Clinical time course and CT detection of metastatic disease to the small bowel.
Abdom Radiol (NY). 2019 Feb 28. doi: 10.1007/s00261-019-01957-w. [Epub ahead of print]
Lee MH1, Zaheer A2, Voltaggio L3, Johnson PT2, Fishman EK2.
PURPOSE: The purpose of this study was to identify the CT characteristics of metastatic disease of the small bowel and define the clinical time course between primary tumor diagnosis and small bowel metastasis detection.
METHODS: A retrospective search of a pathologic database for metastases to small bowel identified 242 cases. Exclusion criteria were cases without CT (N = 49), serosal or mesenteric metastases (N = 114), or cases of direct invasion to small bowel (N = 63). The clinical records and imaging were reviewed for 16 patients.

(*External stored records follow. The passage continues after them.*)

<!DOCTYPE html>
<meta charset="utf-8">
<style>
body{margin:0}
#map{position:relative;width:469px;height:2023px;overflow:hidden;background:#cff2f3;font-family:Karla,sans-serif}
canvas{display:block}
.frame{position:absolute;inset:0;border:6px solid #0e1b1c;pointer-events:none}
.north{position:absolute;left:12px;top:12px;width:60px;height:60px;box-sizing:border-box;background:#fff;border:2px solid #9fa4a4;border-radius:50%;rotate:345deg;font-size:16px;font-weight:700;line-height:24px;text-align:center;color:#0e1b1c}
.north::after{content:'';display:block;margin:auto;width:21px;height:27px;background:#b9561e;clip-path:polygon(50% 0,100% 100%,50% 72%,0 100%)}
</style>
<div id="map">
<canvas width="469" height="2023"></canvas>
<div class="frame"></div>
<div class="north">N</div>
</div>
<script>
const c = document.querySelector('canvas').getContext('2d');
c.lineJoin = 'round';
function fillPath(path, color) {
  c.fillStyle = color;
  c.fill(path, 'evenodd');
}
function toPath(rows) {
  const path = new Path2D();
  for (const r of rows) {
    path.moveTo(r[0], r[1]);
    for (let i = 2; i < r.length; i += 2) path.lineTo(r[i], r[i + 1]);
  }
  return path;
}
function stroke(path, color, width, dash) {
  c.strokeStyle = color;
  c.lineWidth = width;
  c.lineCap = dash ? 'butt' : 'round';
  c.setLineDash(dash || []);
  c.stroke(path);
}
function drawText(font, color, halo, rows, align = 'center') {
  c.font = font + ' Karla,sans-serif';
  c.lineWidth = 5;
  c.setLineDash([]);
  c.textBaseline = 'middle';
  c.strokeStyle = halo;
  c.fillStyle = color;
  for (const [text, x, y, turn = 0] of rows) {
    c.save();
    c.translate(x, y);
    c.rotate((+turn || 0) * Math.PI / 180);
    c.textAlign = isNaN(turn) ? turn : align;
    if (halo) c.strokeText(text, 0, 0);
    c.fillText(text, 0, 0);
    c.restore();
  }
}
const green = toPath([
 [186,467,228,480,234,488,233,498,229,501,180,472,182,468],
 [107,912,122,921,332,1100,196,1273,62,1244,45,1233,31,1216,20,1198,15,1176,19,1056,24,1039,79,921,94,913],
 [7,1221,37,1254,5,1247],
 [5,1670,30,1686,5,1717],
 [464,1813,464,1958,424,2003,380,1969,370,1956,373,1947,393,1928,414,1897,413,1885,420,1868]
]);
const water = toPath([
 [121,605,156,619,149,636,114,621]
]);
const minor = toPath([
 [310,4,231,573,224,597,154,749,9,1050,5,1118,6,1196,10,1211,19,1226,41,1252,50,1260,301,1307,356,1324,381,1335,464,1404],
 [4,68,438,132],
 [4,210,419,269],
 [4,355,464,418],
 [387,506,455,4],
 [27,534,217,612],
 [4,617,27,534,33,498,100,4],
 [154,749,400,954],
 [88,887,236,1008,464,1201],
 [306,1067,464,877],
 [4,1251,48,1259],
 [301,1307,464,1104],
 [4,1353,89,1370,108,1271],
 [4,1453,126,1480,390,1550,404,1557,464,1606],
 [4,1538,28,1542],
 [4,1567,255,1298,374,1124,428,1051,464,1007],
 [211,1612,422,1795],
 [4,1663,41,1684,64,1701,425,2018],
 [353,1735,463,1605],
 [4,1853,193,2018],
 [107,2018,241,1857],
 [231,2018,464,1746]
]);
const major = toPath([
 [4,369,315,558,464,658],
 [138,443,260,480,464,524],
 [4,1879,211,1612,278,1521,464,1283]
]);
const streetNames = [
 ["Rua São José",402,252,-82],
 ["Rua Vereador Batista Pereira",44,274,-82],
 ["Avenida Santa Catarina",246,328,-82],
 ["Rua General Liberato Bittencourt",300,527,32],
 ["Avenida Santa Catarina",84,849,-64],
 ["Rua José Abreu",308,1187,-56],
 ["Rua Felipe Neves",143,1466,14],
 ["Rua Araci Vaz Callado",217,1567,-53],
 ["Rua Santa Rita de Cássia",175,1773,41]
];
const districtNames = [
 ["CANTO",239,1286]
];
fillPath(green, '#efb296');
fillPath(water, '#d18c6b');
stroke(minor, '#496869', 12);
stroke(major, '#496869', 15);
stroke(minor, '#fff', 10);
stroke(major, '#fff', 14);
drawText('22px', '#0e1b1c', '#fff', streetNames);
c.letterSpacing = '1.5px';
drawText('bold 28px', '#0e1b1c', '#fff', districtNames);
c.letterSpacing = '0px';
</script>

RESULTS: Melanoma was the most common malignancy to metastasize to small bowel (7 of 16 patients). Only one of the 16 cases was detected at the time of initial diagnosis of their primary malignancy. The average time from diagnosis of the primary malignancy or remission to the time of detection of the small bowel metastasis was 7.2 and 8.3 years, respectively. The most common symptoms were gastrointestinal bleeding (N = 5) and small bowel obstruction (N = 5). In 3 cases, the masses were not identified on pre-operative CT.
CONCLUSION: Metastases to the small bowel often occur many years after the initial diagnosis of the primary malignancy or entering remission and may be symptomatic. Attention to the small bowel is particularly important in melanoma patients, who may have multiple small bowel metastases, even after many years of being disease free. As oncology patients undergo numerous surveillance scans and improved therapies allow for longer survival, detection of these masses at a small size can facilitate elective resection to avert urgent surgical intervention.